--- START ---

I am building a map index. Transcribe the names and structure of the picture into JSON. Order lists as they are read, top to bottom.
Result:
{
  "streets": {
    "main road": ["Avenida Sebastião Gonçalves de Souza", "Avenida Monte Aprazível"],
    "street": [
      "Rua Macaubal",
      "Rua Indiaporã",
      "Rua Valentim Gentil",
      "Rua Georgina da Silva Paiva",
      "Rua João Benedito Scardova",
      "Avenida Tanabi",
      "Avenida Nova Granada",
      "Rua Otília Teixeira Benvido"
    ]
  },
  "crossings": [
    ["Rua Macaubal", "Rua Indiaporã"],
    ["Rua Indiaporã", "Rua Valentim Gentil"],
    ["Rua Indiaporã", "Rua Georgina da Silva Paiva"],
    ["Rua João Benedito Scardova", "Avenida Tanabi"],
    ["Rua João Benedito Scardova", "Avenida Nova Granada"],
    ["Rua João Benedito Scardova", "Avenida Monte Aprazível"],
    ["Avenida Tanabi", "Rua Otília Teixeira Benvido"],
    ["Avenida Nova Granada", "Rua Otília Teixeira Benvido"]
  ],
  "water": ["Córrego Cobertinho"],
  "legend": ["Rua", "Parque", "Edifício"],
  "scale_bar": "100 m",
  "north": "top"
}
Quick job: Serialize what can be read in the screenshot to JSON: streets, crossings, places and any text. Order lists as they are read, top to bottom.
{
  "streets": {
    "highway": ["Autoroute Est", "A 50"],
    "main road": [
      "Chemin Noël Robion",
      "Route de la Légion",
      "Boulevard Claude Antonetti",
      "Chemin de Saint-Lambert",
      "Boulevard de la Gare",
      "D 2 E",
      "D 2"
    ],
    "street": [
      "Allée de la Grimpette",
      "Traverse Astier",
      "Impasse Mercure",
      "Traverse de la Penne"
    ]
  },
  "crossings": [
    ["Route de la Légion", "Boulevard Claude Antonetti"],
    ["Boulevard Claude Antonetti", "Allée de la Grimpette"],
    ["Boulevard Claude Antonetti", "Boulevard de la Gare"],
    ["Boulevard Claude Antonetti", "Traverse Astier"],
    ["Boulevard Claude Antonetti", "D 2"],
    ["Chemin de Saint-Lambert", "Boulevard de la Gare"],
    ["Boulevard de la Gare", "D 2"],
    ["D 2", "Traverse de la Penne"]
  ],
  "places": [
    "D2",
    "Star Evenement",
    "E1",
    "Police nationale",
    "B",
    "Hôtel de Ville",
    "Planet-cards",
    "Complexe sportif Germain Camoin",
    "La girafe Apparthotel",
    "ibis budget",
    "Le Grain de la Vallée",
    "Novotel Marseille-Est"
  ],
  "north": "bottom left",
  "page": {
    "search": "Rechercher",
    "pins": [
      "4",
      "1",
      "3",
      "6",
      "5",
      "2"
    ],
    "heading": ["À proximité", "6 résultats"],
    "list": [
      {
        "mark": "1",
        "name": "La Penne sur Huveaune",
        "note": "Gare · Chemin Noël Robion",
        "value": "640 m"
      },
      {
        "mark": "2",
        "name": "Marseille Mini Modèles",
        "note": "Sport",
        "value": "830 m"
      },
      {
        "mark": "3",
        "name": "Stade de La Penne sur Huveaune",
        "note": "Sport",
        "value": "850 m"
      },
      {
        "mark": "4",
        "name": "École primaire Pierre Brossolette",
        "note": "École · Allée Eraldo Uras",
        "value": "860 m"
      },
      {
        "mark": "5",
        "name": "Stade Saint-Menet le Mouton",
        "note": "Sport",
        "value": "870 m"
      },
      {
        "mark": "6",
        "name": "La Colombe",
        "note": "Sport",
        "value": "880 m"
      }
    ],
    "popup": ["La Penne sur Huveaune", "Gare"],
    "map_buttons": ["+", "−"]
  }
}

--- END ---

Problem to solve: Transcribe all entries word for word.

Task answer:
I am building a map index. Transcribe the names and structure of the picture into JSON. Order lists as they are read, top to bottom.
Result:
{
  "streets": {
    "main road": ["Avenida Sebastião Gonçalves de Souza", "Avenida Monte Aprazível"],
    "street": [
      "Rua Macaubal",
      "Rua Indiaporã",
      "Rua Valentim Gentil",
      "Rua Georgina da Silva Paiva",
      "Rua João Benedito Scardova",
      "Avenida Tanabi",
      "Avenida Nova Granada",
      "Rua Otília Teixeira Benvido"
    ]
  },
  "crossings": [
    ["Rua Macaubal", "Rua Indiaporã"],
    ["Rua Indiaporã", "Rua Valentim Gentil"],
    ["Rua Indiaporã", "Rua Georgina da Silva Paiva"],
    ["Rua João Benedito Scardova", "Avenida Tanabi"],
    ["Rua João Benedito Scardova", "Avenida Nova Granada"],
    ["Rua João Benedito Scardova", "Avenida Monte Aprazível"],
    ["Avenida Tanabi", "Rua Otília Teixeira Benvido"],
    ["Avenida Nova Granada", "Rua Otília Teixeira Benvido"]
  ],
  "water": ["Córrego Cobertinho"],
  "legend": ["Rua", "Parque", "Edifício"],
  "scale_bar": "100 m",
  "north": "top"
}
Quick job: Serialize what can be read in the screenshot to JSON: streets, crossings, places and any text. Order lists as they are read, top to bottom.
{
  "streets": {
    "highway": ["Autoroute Est", "A 50"],
    "main road": [
      "Chemin Noël Robion",
      "Route de la Légion",
      "Boulevard Claude Antonetti",
      "Chemin de Saint-Lambert",
      "Boulevard de la Gare",
      "D 2 E",
      "D 2"
    ],
    "street": [
      "Allée de la Grimpette",
      "Traverse Astier",
      "Impasse Mercure",
      "Traverse de la Penne"
    ]
  },
  "crossings": [
    ["Route de la Légion", "Boulevard Claude Antonetti"],
    ["Boulevard Claude Antonetti", "Allée de la Grimpette"],
    ["Boulevard Claude Antonetti", "Boulevard de la Gare"],
    ["Boulevard Claude Antonetti", "Traverse Astier"],
    ["Boulevard Claude Antonetti", "D 2"],
    ["Chemin de Saint-Lambert", "Boulevard de la Gare"],
    ["Boulevard de la Gare", "D 2"],
    ["D 2", "Traverse de la Penne"]
  ],
  "places": [
    "D2",
    "Star Evenement",
    "E1",
    "Police nationale",
    "B",
    "Hôtel de Ville",
    "Planet-cards",
    "Complexe sportif Germain Camoin",
    "La girafe Apparthotel",
    "ibis budget",
    "Le Grain de la Vallée",
    "Novotel Marseille-Est"
  ],
  "north": "bottom left",
  "page": {
    "search": "Rechercher",
    "pins": [
      "4",
      "1",
      "3",
      "6",
      "5",
      "2"
    ],
    "heading": ["À proximité", "6 résultats"],
    "list": [
      {
        "mark": "1",
        "name": "La Penne sur Huveaune",
        "note": "Gare · Chemin Noël Robion",
        "value": "640 m"
      },
      {
        "mark": "2",
        "name": "Marseille Mini Modèles",
        "note": "Sport",
        "value": "830 m"
      },
      {
        "mark": "3",
        "name": "Stade de La Penne sur Huveaune",
        "note": "Sport",
        "value": "850 m"
      },
      {
        "mark": "4",
        "name": "École primaire Pierre Brossolette",
        "note": "École · Allée Eraldo Uras",
        "value": "860 m"
      },
      {
        "mark": "5",
        "name": "Stade Saint-Menet le Mouton",
        "note": "Sport",
        "value": "870 m"
      },
      {
        "mark": "6",
        "name": "La Colombe",
        "note": "Sport",
        "value": "880 m"
      }
    ],
    "popup": ["La Penne sur Huveaune", "Gare"],
    "map_buttons": ["+", "−"]
  }
}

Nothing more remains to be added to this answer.